Source records
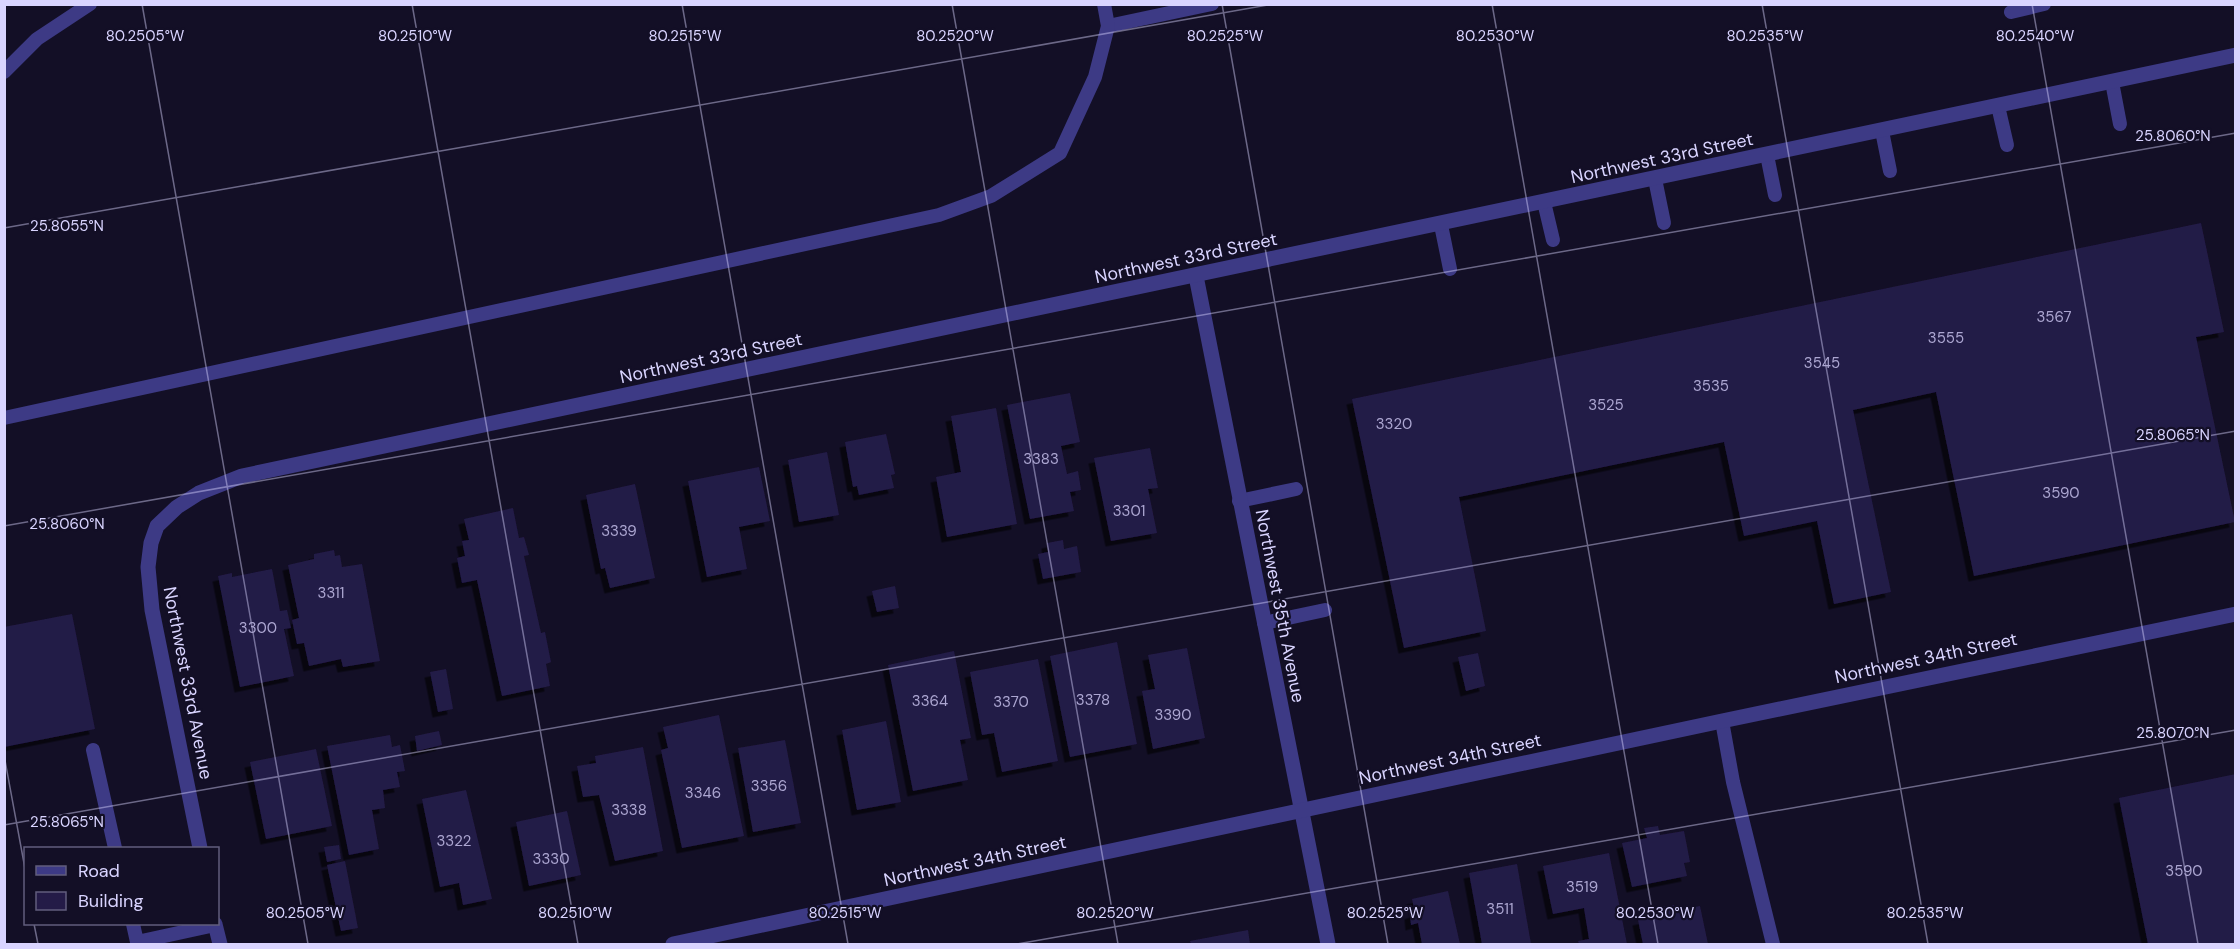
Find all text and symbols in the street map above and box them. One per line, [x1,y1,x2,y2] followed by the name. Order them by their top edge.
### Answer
---
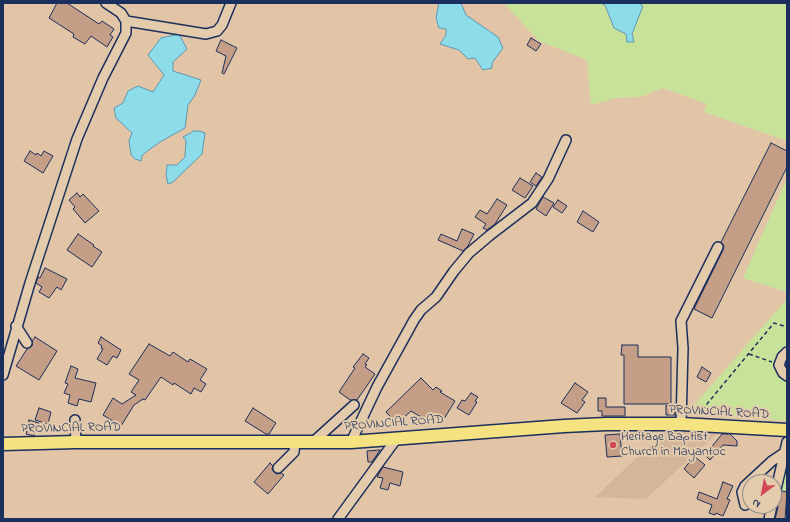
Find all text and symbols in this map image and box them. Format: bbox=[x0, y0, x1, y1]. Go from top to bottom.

Exercise directions
Please give, as a bare number, how many lines in the listing above include the word "Find".

Answer box
2